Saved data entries
· · · · ·

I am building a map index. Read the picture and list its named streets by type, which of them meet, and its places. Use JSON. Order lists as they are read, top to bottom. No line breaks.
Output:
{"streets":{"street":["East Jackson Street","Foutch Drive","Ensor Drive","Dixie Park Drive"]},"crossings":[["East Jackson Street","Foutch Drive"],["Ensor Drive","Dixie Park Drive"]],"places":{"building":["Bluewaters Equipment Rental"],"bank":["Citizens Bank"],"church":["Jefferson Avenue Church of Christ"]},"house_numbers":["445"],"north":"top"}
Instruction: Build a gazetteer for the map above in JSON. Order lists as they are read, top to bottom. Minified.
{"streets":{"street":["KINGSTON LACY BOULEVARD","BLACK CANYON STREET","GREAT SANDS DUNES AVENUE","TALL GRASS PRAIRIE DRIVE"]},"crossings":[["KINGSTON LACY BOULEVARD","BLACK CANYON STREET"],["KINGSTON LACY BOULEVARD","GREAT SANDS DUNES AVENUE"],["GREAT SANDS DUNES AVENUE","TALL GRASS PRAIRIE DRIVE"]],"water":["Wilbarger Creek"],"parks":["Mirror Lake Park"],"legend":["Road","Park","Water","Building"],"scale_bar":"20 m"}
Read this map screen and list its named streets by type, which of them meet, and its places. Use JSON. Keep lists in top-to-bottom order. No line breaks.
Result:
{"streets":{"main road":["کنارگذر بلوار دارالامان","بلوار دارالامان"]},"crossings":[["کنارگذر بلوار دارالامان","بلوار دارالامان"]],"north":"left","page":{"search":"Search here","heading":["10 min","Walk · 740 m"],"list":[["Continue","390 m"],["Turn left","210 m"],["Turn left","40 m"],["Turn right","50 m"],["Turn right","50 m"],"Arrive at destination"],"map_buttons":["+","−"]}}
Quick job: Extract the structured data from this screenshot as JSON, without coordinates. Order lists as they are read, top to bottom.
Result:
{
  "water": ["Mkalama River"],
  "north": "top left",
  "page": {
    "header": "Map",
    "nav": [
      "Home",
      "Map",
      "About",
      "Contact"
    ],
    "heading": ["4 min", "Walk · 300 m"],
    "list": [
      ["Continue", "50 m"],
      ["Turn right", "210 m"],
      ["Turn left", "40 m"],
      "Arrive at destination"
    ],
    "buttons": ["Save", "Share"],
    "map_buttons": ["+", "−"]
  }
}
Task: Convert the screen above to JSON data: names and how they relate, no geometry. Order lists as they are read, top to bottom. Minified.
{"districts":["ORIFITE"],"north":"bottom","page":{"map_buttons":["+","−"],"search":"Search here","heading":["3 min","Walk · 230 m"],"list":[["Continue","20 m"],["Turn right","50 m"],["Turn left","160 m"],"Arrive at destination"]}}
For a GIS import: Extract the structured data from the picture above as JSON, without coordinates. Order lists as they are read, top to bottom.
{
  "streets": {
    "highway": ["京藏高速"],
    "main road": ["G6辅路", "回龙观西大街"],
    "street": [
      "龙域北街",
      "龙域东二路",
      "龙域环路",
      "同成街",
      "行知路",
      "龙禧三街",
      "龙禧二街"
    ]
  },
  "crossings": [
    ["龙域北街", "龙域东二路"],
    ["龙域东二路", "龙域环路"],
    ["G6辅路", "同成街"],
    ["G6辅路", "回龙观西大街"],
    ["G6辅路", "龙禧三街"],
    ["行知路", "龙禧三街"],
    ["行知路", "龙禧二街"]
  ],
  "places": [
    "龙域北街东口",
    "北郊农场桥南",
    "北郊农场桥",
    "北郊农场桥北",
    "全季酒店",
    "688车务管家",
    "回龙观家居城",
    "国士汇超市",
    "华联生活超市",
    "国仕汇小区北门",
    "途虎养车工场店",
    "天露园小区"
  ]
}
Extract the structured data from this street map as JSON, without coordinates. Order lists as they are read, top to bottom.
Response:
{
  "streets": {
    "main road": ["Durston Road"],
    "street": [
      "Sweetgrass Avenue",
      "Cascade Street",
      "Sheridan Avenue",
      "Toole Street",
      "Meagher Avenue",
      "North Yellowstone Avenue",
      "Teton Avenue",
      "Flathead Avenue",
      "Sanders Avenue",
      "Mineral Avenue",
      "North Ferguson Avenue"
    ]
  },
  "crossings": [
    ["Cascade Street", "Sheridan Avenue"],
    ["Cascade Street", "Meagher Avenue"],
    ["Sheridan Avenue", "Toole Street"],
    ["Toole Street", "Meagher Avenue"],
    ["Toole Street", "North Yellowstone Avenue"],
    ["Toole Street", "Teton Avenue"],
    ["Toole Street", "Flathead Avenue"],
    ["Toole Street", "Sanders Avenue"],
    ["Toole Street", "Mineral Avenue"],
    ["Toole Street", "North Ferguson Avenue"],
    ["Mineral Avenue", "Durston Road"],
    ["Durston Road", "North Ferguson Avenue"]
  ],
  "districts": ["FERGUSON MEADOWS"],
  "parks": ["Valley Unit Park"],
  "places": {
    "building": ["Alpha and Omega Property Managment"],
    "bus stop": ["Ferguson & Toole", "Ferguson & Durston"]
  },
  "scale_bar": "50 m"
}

· · · · ·

**What the exercise asks**
Print all the entries exactly as written.

**Answer section**
I am building a map index. Read the picture and list its named streets by type, which of them meet, and its places. Use JSON. Order lists as they are read, top to bottom. No line breaks.
Output:
{"streets":{"street":["East Jackson Street","Foutch Drive","Ensor Drive","Dixie Park Drive"]},"crossings":[["East Jackson Street","Foutch Drive"],["Ensor Drive","Dixie Park Drive"]],"places":{"building":["Bluewaters Equipment Rental"],"bank":["Citizens Bank"],"church":["Jefferson Avenue Church of Christ"]},"house_numbers":["445"],"north":"top"}
Instruction: Build a gazetteer for the map above in JSON. Order lists as they are read, top to bottom. Minified.
{"streets":{"street":["KINGSTON LACY BOULEVARD","BLACK CANYON STREET","GREAT SANDS DUNES AVENUE","TALL GRASS PRAIRIE DRIVE"]},"crossings":[["KINGSTON LACY BOULEVARD","BLACK CANYON STREET"],["KINGSTON LACY BOULEVARD","GREAT SANDS DUNES AVENUE"],["GREAT SANDS DUNES AVENUE","TALL GRASS PRAIRIE DRIVE"]],"water":["Wilbarger Creek"],"parks":["Mirror Lake Park"],"legend":["Road","Park","Water","Building"],"scale_bar":"20 m"}
Read this map screen and list its named streets by type, which of them meet, and its places. Use JSON. Keep lists in top-to-bottom order. No line breaks.
Result:
{"streets":{"main road":["کنارگذر بلوار دارالامان","بلوار دارالامان"]},"crossings":[["کنارگذر بلوار دارالامان","بلوار دارالامان"]],"north":"left","page":{"search":"Search here","heading":["10 min","Walk · 740 m"],"list":[["Continue","390 m"],["Turn left","210 m"],["Turn left","40 m"],["Turn right","50 m"],["Turn right","50 m"],"Arrive at destination"],"map_buttons":["+","−"]}}
Quick job: Extract the structured data from this screenshot as JSON, without coordinates. Order lists as they are read, top to bottom.
Result:
{
  "water": ["Mkalama River"],
  "north": "top left",
  "page": {
    "header": "Map",
    "nav": [
      "Home",
      "Map",
      "About",
      "Contact"
    ],
    "heading": ["4 min", "Walk · 300 m"],
    "list": [
      ["Continue", "50 m"],
      ["Turn right", "210 m"],
      ["Turn left", "40 m"],
      "Arrive at destination"
    ],
    "buttons": ["Save", "Share"],
    "map_buttons": ["+", "−"]
  }
}
Task: Convert the screen above to JSON data: names and how they relate, no geometry. Order lists as they are read, top to bottom. Minified.
{"districts":["ORIFITE"],"north":"bottom","page":{"map_buttons":["+","−"],"search":"Search here","heading":["3 min","Walk · 230 m"],"list":[["Continue","20 m"],["Turn right","50 m"],["Turn left","160 m"],"Arrive at destination"]}}
For a GIS import: Extract the structured data from the picture above as JSON, without coordinates. Order lists as they are read, top to bottom.
{
  "streets": {
    "highway": ["京藏高速"],
    "main road": ["G6辅路", "回龙观西大街"],
    "street": [
      "龙域北街",
      "龙域东二路",
      "龙域环路",
      "同成街",
      "行知路",
      "龙禧三街",
      "龙禧二街"
    ]
  },
  "crossings": [
    ["龙域北街", "龙域东二路"],
    ["龙域东二路", "龙域环路"],
    ["G6辅路", "同成街"],
    ["G6辅路", "回龙观西大街"],
    ["G6辅路", "龙禧三街"],
    ["行知路", "龙禧三街"],
    ["行知路", "龙禧二街"]
  ],
  "places": [
    "龙域北街东口",
    "北郊农场桥南",
    "北郊农场桥",
    "北郊农场桥北",
    "全季酒店",
    "688车务管家",
    "回龙观家居城",
    "国士汇超市",
    "华联生活超市",
    "国仕汇小区北门",
    "途虎养车工场店",
    "天露园小区"
  ]
}
Extract the structured data from this street map as JSON, without coordinates. Order lists as they are read, top to bottom.
Response:
{
  "streets": {
    "main road": ["Durston Road"],
    "street": [
      "Sweetgrass Avenue",
      "Cascade Street",
      "Sheridan Avenue",
      "Toole Street",
      "Meagher Avenue",
      "North Yellowstone Avenue",
      "Teton Avenue",
      "Flathead Avenue",
      "Sanders Avenue",
      "Mineral Avenue",
      "North Ferguson Avenue"
    ]
  },
  "crossings": [
    ["Cascade Street", "Sheridan Avenue"],
    ["Cascade Street", "Meagher Avenue"],
    ["Sheridan Avenue", "Toole Street"],
    ["Toole Street", "Meagher Avenue"],
    ["Toole Street", "North Yellowstone Avenue"],
    ["Toole Street", "Teton Avenue"],
    ["Toole Street", "Flathead Avenue"],
    ["Toole Street", "Sanders Avenue"],
    ["Toole Street", "Mineral Avenue"],
    ["Toole Street", "North Ferguson Avenue"],
    ["Mineral Avenue", "Durston Road"],
    ["Durston Road", "North Ferguson Avenue"]
  ],
  "districts": ["FERGUSON MEADOWS"],
  "parks": ["Valley Unit Park"],
  "places": {
    "building": ["Alpha and Omega Property Managment"],
    "bus stop": ["Ferguson & Toole", "Ferguson & Durston"]
  },
  "scale_bar": "50 m"
}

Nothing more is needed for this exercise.